**What you have to do**
Collect every line in the records below that contains the word "position".

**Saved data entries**
::::
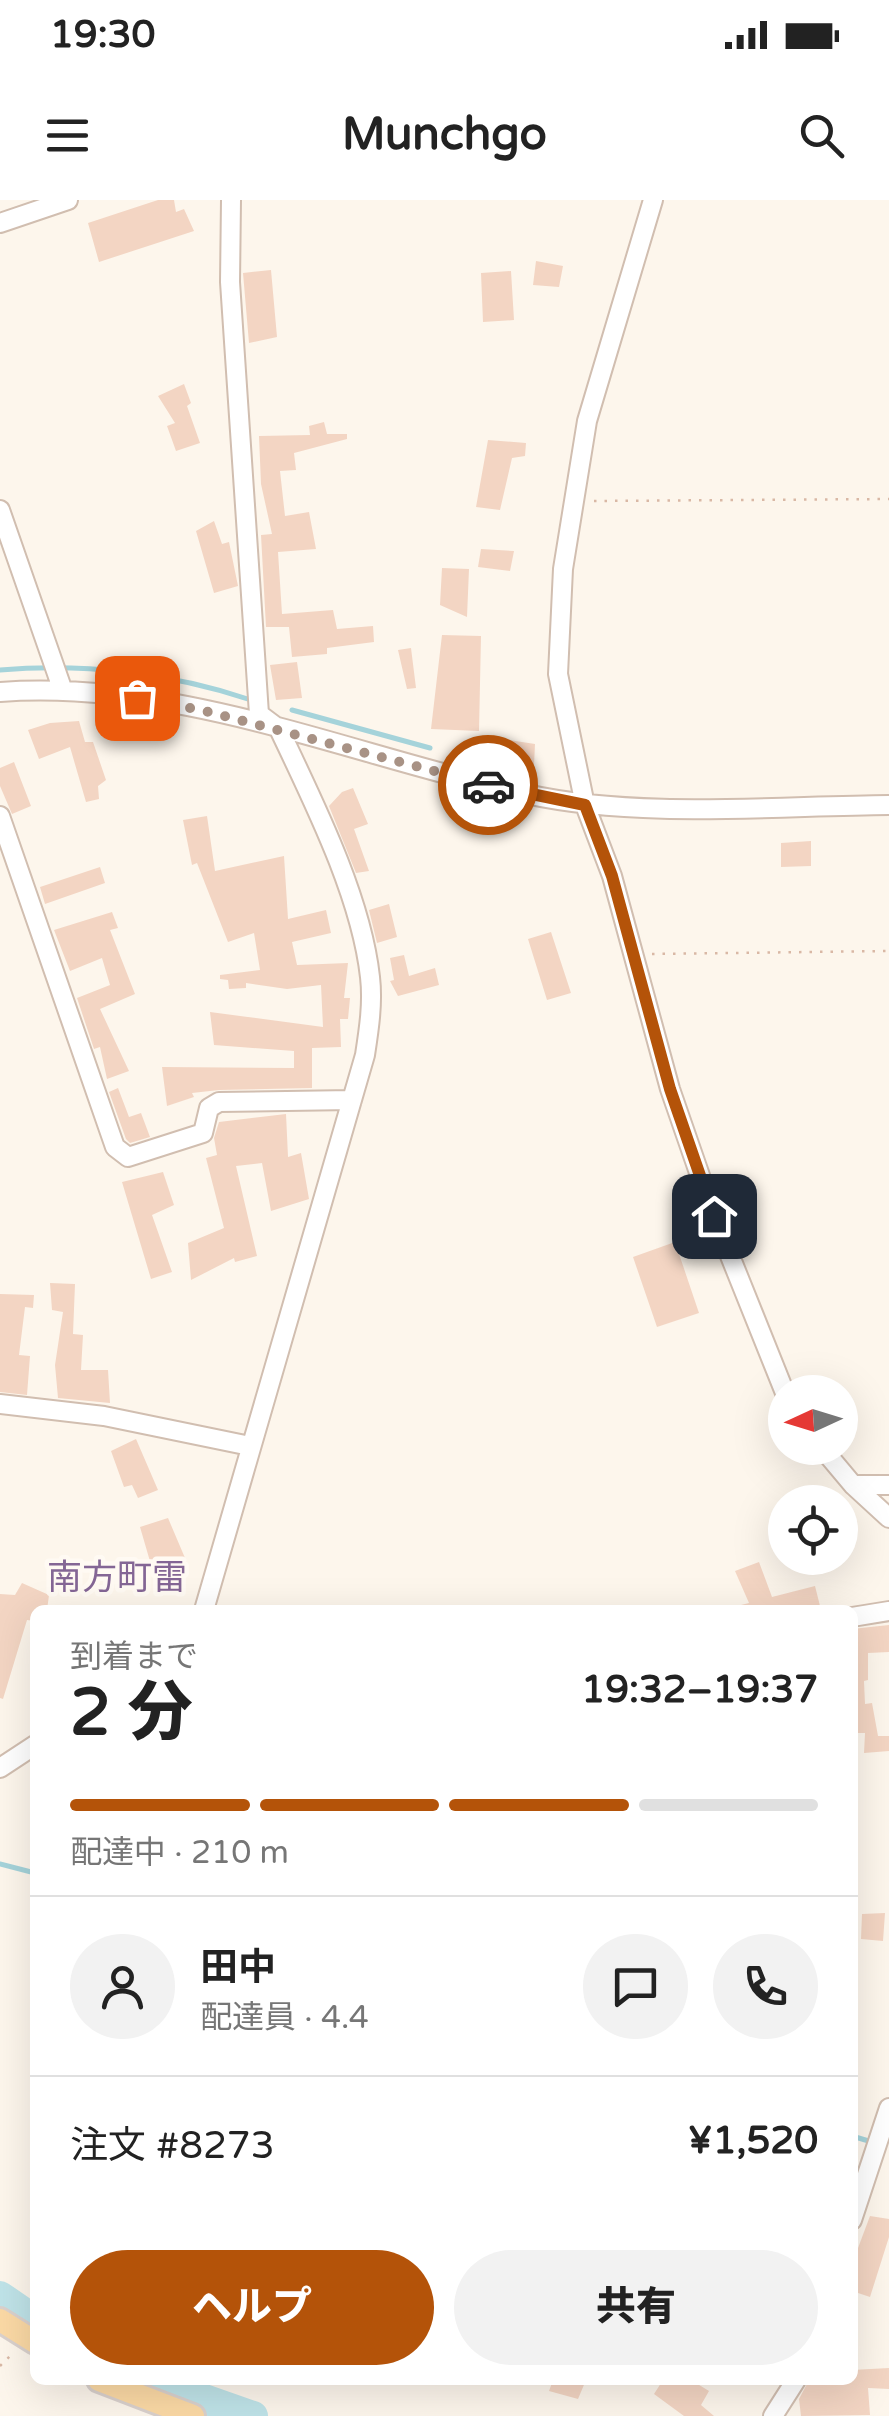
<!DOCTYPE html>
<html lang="ja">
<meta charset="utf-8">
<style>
body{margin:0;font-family:"Varela Round","Noto Sans JP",sans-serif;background:#f2f2f2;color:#222;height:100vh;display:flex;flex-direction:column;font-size:38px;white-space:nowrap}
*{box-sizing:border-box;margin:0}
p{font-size:32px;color:#767676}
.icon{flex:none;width:55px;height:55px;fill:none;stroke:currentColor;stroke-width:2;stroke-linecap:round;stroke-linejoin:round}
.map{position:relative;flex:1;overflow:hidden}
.drawer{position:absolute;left:30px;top:1405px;width:828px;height:780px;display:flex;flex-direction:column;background:#fff;border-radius:15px;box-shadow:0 10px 40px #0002}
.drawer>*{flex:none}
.needle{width:65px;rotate:266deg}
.fabs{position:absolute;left:768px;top:1175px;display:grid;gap:20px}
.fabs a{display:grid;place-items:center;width:90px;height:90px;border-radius:50%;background:#fff;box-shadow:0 10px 40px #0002;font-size:50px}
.pin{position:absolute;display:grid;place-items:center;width:85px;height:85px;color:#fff;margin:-42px;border-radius:20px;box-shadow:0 5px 15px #0006}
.courier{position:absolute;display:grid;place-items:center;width:100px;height:100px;margin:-50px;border:8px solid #b45309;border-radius:50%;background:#fff;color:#222;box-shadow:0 2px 12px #0007}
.headline em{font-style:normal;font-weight:800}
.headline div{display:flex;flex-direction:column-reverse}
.headline{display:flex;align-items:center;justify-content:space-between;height:170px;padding:0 40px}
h1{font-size:65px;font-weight:800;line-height:75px}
.bar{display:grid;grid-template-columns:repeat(4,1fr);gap:15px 10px;align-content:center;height:120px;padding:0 40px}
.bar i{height:12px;border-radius:8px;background:#e0e0e0}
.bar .active{background:#b45309}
.bar p{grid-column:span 4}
.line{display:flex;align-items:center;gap:25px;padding:0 40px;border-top:2px solid #e0e0e0}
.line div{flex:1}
.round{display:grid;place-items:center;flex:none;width:105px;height:105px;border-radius:52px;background:#f2f2f2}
.cta{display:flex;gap:20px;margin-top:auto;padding:20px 40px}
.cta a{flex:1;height:115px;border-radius:60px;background:#b45309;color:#fff;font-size:40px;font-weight:800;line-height:115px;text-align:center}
.cta a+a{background:#f2f2f2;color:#222}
.status{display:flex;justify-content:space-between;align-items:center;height:70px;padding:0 50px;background:#fff;direction:ltr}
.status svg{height:28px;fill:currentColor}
header{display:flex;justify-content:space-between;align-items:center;height:130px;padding:0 40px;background:#fff;font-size:45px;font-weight:800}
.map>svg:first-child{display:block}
</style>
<div class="status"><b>19:30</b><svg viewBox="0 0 49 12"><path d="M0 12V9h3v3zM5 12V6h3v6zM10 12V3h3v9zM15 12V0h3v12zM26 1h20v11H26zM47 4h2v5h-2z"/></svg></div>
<header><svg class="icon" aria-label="menu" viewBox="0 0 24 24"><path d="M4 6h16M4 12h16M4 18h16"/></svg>Munchgo<svg class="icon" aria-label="search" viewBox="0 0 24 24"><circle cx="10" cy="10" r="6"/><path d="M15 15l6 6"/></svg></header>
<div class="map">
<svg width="889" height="2216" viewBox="0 0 889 2216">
<rect width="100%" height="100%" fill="#fdf6ec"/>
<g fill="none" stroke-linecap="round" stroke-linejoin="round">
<path stroke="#a5d3da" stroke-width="5" d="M0,470c84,-7 171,3 251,30
M292,510l138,38
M0,1664l35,9
M852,1936l20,6"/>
<path stroke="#bfe3e8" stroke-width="30" d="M0,2096l35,24
M150,2180l103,36"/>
</g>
<path fill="#f3d5c3" d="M158,0h16l2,12 8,-3 10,22 -95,31 -11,-39z
M536,61l27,5 -4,21 -26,-2z
M271,70l6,67 -28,6 -6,-70z
M511,71l3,49 -31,2 -2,-49z
M184,184l7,19 -4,3 13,37 -24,8 -9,-25 8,-3 -17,-27z
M324,222l3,12h20v5l-53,14 2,17 -16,1 5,45 24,-4 7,37 -38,3 4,62 51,-4 4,19 36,-3 1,16 -47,6v6l-35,3 -3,-30h-23l-5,-92 11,-1 -11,-50 -2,-48 51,-1 -1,-9z
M488,240l38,3 -1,13 -13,2 -12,52 -24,-3z
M214,321l8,23 7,-2 9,44 -24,7 -18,-62z
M481,349l33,2 -4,20 -32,-4z
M442,368l27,1 -2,48 -27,-12z
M442,435l39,1 -2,95 -48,-2z
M411,448l5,40 -9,1 -9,-39z
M297,462l5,36 -26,2 -6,-35z
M79,521l6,21h8l13,38 -8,6 1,13 -13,3 -16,-55 -31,12 -11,-29 22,-7z
M509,540l26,4 -1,21 -28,-3z
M14,562l17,44 -19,8 -12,-28v-18z
M353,588l15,36 -14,5 15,42 -13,2 -27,-67 13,-14z
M207,616l8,55 69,-15 4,63 38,-9 5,23 -39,9 5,23 51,-2 -4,35h6l-2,21h-8l1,28 -29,1v40l-93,2 -27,3 2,4 -27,9 -5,-39 132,1v-17l-80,-6 -4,-33 113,15 -2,-42 -34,4 -41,-6v5l-17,1 -1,-9 -8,-1v-4l40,-5 -6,-37 -26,9 -31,-79 -5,2 -9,-45z
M811,641v25l-30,1v-24z
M100,667l5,16 -60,21 -5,-17z
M389,704l8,33 -20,6 -8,-33z
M112,712l6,16 -8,2 25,64 -35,15 29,62 -22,8 -7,-32 -6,2 -17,-51 33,-13 -8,-27 -32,13 -16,-41z
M551,732l20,61 -24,7 -19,-61z
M404,755l5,21 26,-8 4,17 -41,11 -8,-15 4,-1 -4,-22z
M118,888l11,29 12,-4 9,24 -20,6 -4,-4 -17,-47z
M286,914l2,43 13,-4 8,46 -38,12 -9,-48 -26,3 21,90 -22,6 -1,-4 -43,22 -3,-37 36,-15 -18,-70 11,-3 -3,-17 5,-16z
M163,972l11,33 -22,10 20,57 -21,7 -29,-97z
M675,1042l24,71 -42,14 -24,-70z
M50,1083l25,1 -2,50 10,1 -2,35h27l2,33 -52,-5 -3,-33 8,-53 -11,-2z
M0,1094l34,1 -1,13 -8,-1 -6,48 11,1 -3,39 -27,-3z
M136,1239l22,51 -20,8 -6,-13 -8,2 -13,-36z
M168,1318l20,47 -34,10 -14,-48z
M759,1362l13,35 43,-11 6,24h-80v-5l8,-2 -14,-32z
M22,1383l27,12 -2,15h-12v11l-8,-1 -24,79 -3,-1v-104l15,1z
M889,1425v27l-21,1v27l-4,1 1,23 7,-1 6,33h11v15l-25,2 1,-20h-7l-1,-8h-5v-96z
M885,1713l-2,28 -22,-2 1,-25z
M870,2016l19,3v18l-19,60 -18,-6v-27z
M889,2168v21l-21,-1 2,27 -69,1 -2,-17 9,-17 44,-2v-10z
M553,2180h33l-8,19 -29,-8z
M663,2180h28l18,11 -8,14 13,11h-30l-30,-22z"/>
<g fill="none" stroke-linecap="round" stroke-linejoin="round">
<g stroke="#d1beb0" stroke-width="22">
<path id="minor" d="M653,0l-66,221 -24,148 -5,105 27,131 27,71 58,213 44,127 71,177
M0,23l68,-23
M0,310l63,181
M0,492c180,-13 353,64 526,102 114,25 246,12 363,11
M0,616l115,331 13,10 75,-24 6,-25 10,-6 133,-2
M0,1204l104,12 146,30
M822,1248l31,37 36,33
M853,1285h36
M204,1410l161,-555c4,-26 8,-52 5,-78 -9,-81 -56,-174 -91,-248l-20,-15 -29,-432 1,-82
M852,1417l37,-6
M0,1568l35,-23
M852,2020l37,-112
M773,2216l23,-36"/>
</g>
<g stroke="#dad1cd" stroke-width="28">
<path id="major" d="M0,2120l35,22
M99,2180l94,36"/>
</g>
<path stroke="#d9b8a5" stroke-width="2.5" stroke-dasharray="2.5 8" stroke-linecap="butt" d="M594,301l295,-2
M652,754l237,-3
M0,2166l13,-13"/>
<use href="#minor" stroke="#fff" stroke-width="18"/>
<use href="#major" stroke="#fbd9a5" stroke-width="22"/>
</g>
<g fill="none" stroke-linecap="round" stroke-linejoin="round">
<path stroke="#a89285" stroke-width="10" stroke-dasharray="0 18" d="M137,498l64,12 287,75"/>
<path stroke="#b45309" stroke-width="12" d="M488,585l97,20 27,71 58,213 44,127"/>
</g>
<g text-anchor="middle" stroke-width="9" stroke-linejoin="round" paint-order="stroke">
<g font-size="35" fill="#846695" stroke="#fffaf3">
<text x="117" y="1389">南方町雷</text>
</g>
</g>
</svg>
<div class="fabs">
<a><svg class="needle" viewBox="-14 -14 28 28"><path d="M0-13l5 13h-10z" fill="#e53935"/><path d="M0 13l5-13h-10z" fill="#767676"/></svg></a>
<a><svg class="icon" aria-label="locate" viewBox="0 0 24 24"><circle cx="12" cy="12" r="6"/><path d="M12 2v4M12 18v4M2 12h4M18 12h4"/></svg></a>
</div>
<div class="pin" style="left:137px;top:498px;background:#ea580c"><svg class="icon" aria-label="bag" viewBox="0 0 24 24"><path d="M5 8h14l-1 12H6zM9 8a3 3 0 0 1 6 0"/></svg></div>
<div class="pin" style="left:714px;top:1016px;background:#1f2937"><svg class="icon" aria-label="home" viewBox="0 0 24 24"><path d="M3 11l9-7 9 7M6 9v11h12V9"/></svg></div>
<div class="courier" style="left:488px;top:585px"><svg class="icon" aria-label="car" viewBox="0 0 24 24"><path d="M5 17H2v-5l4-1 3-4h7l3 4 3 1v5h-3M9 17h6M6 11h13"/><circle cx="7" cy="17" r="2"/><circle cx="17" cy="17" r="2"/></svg></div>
<section class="drawer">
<div class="headline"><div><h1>2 分</h1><p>到着まで</p></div><em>19:32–19:37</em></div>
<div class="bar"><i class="active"></i><i class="active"></i><i class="active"></i><i></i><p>配達中 · 210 m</p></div>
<div class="line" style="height:180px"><a class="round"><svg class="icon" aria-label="person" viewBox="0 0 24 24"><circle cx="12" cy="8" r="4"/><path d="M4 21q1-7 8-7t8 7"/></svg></a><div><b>田中</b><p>配達員 · 4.4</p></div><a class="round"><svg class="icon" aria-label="chat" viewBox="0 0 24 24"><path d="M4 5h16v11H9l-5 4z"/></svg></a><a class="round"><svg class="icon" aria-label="phone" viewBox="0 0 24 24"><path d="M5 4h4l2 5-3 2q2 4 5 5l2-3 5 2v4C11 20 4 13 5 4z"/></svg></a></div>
<div class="line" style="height:130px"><div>注文 #8273</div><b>¥1,520</b></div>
<div class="cta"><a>ヘルプ</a><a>共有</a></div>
</section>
</div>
::::
**Response to the exercise**
.map{position:relative;flex:1;overflow:hidden}
.drawer{position:absolute;left:30px;top:1405px;width:828px;height:780px;display:flex;flex-direction:column;background:#fff;border-radius:15px;box-shadow:0 10px 40px #0002}
.fabs{position:absolute;left:768px;top:1175px;display:grid;gap:20px}
.pin{position:absolute;display:grid;place-items:center;width:85px;height:85px;color:#fff;margin:-42px;border-radius:20px;box-shadow:0 5px 15px #0006}
.courier{position:absolute;display:grid;place-items:center;width:100px;height:100px;margin:-50px;border:8px solid #b45309;border-radius:50%;background:#fff;color:#222;box-shadow:0 2px 12px #0007}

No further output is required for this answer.